- [Aim of the exercise]: Restate word for word the opening line of the data below and every line after it until the line with "M 969,151 L 976,262", that line too, but not the pictures.

- [Provided material]:
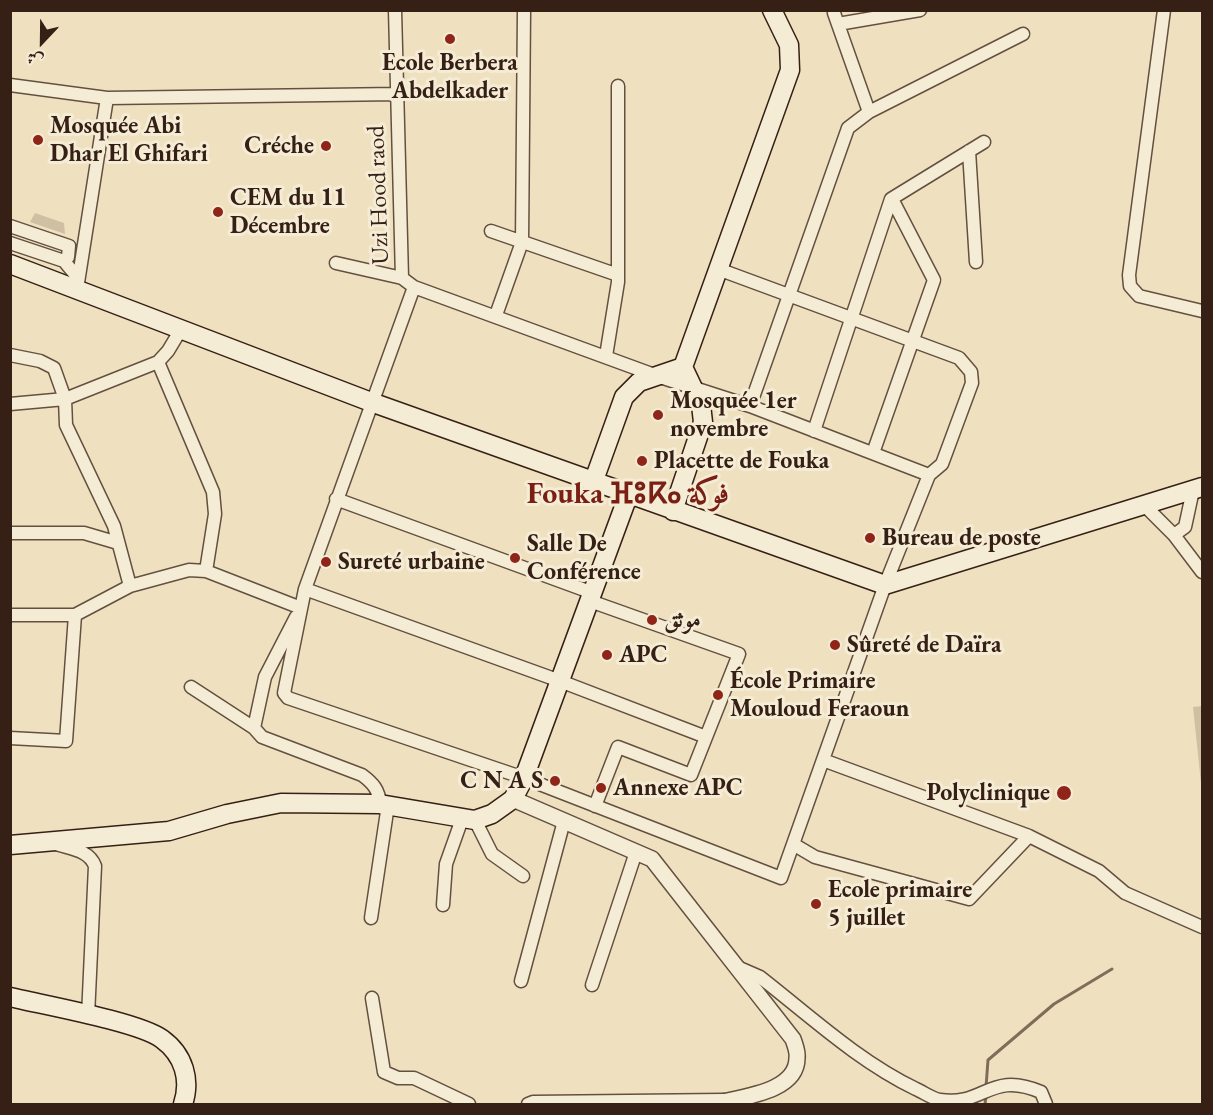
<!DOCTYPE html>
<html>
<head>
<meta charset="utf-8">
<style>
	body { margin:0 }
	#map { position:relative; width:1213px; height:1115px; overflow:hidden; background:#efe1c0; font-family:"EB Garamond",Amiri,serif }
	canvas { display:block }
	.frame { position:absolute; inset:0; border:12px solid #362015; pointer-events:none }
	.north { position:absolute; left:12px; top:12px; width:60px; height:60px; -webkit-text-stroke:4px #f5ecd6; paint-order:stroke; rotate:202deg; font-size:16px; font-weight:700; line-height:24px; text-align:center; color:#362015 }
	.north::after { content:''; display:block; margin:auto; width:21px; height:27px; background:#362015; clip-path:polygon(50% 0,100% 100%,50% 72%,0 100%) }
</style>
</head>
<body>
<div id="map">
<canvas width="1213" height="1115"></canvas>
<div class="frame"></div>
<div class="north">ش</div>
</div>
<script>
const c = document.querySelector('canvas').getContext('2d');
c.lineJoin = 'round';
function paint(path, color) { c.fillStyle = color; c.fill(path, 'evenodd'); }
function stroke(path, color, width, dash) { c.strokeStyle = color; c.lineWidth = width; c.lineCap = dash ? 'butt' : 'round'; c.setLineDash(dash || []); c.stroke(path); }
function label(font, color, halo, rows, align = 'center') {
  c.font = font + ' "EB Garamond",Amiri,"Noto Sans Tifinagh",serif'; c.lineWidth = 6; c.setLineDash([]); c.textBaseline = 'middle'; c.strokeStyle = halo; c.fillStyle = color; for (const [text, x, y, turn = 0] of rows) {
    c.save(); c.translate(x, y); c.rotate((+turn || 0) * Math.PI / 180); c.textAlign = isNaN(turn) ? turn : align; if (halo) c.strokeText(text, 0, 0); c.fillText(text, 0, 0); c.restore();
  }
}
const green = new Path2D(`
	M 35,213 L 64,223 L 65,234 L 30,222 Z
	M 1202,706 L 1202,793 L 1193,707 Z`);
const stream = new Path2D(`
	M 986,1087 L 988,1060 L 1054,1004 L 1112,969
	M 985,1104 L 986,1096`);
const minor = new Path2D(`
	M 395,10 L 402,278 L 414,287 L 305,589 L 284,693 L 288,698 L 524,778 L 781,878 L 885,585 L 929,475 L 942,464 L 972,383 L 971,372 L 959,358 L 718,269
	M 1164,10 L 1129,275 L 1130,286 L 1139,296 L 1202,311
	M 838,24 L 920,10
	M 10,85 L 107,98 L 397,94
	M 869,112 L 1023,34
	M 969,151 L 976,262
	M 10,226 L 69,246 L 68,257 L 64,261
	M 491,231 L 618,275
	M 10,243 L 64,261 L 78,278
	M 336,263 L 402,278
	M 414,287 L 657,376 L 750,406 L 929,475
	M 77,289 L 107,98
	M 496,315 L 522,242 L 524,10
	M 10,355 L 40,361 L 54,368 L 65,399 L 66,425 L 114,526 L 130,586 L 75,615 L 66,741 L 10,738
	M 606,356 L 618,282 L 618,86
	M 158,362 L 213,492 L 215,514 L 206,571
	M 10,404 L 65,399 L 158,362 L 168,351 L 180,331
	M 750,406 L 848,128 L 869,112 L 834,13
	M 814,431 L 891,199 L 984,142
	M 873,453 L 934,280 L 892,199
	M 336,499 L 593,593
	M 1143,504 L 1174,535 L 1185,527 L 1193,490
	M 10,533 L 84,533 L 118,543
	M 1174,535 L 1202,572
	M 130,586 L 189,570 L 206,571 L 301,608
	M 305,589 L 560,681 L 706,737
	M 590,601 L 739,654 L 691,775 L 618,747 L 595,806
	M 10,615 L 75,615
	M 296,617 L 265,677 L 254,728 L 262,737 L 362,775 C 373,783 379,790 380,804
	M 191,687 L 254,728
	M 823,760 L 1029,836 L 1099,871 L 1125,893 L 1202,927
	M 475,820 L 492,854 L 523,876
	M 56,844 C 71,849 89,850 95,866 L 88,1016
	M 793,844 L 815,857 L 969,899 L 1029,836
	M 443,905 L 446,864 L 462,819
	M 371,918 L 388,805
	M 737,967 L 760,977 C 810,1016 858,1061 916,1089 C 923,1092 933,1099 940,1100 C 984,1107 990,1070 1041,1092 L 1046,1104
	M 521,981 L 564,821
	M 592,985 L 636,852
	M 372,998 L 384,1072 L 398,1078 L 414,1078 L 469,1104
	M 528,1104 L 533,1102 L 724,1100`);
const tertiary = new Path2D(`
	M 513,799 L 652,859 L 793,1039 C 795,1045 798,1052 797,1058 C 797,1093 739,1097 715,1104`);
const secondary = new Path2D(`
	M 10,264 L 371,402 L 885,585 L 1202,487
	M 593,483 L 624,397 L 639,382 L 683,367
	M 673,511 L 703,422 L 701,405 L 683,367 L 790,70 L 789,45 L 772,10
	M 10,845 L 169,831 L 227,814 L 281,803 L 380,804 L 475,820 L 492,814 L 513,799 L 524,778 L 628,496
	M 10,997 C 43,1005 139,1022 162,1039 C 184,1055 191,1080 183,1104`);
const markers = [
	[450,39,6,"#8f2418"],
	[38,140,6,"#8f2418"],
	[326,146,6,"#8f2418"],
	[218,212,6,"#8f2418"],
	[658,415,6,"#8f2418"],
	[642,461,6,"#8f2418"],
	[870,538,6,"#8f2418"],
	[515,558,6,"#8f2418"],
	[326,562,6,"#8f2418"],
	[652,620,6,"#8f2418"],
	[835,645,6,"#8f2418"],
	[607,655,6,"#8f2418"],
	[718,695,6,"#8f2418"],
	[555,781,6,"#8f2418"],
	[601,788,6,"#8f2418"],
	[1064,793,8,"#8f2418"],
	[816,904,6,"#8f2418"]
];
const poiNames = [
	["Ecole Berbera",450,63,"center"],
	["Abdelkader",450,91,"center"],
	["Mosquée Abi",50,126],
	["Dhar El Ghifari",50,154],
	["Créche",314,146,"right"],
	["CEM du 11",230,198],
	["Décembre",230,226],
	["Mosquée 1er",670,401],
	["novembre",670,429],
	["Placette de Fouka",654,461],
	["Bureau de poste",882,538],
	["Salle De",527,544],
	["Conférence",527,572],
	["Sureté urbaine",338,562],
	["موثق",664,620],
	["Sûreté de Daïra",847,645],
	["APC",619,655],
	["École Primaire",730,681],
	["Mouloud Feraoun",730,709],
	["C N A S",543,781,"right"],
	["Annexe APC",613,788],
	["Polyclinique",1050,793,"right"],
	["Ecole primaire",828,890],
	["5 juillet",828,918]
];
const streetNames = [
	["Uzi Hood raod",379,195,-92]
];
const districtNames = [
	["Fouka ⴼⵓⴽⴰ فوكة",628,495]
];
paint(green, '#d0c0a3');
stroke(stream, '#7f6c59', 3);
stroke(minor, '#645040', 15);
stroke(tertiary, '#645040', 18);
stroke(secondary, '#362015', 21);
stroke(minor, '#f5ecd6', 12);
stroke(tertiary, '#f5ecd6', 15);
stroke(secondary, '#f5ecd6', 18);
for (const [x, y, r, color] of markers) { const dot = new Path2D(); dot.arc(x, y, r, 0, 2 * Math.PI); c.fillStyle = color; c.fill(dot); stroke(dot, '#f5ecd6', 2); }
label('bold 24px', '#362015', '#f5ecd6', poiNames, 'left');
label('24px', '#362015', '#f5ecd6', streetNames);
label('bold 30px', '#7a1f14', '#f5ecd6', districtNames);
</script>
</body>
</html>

- [Result]:
<!DOCTYPE html>
<html>
<head>
<meta charset="utf-8">
<style>
	body { margin:0 }
	#map { position:relative; width:1213px; height:1115px; overflow:hidden; background:#efe1c0; font-family:"EB Garamond",Amiri,serif }
	canvas { display:block }
	.frame { position:absolute; inset:0; border:12px solid #362015; pointer-events:none }
	.north { position:absolute; left:12px; top:12px; width:60px; height:60px; -webkit-text-stroke:4px #f5ecd6; paint-order:stroke; rotate:202deg; font-size:16px; font-weight:700; line-height:24px; text-align:center; color:#362015 }
	.north::after { content:''; display:block; margin:auto; width:21px; height:27px; background:#362015; clip-path:polygon(50% 0,100% 100%,50% 72%,0 100%) }
</style>
</head>
<body>
<div id="map">
<canvas width="1213" height="1115"></canvas>
<div class="frame"></div>
<div class="north">ش</div>
</div>
<script>
const c = document.querySelector('canvas').getContext('2d');
c.lineJoin = 'round';
function paint(path, color) { c.fillStyle = color; c.fill(path, 'evenodd'); }
function stroke(path, color, width, dash) { c.strokeStyle = color; c.lineWidth = width; c.lineCap = dash ? 'butt' : 'round'; c.setLineDash(dash || []); c.stroke(path); }
function label(font, color, halo, rows, align = 'center') {
  c.font = font + ' "EB Garamond",Amiri,"Noto Sans Tifinagh",serif'; c.lineWidth = 6; c.setLineDash([]); c.textBaseline = 'middle'; c.strokeStyle = halo; c.fillStyle = color; for (const [text, x, y, turn = 0] of rows) {
    c.save(); c.translate(x, y); c.rotate((+turn || 0) * Math.PI / 180); c.textAlign = isNaN(turn) ? turn : align; if (halo) c.strokeText(text, 0, 0); c.fillText(text, 0, 0); c.restore();
  }
}
const green = new Path2D(`
	M 35,213 L 64,223 L 65,234 L 30,222 Z
	M 1202,706 L 1202,793 L 1193,707 Z`);
const stream = new Path2D(`
	M 986,1087 L 988,1060 L 1054,1004 L 1112,969
	M 985,1104 L 986,1096`);
const minor = new Path2D(`
	M 395,10 L 402,278 L 414,287 L 305,589 L 284,693 L 288,698 L 524,778 L 781,878 L 885,585 L 929,475 L 942,464 L 972,383 L 971,372 L 959,358 L 718,269
	M 1164,10 L 1129,275 L 1130,286 L 1139,296 L 1202,311
	M 838,24 L 920,10
	M 10,85 L 107,98 L 397,94
	M 869,112 L 1023,34
	M 969,151 L 976,262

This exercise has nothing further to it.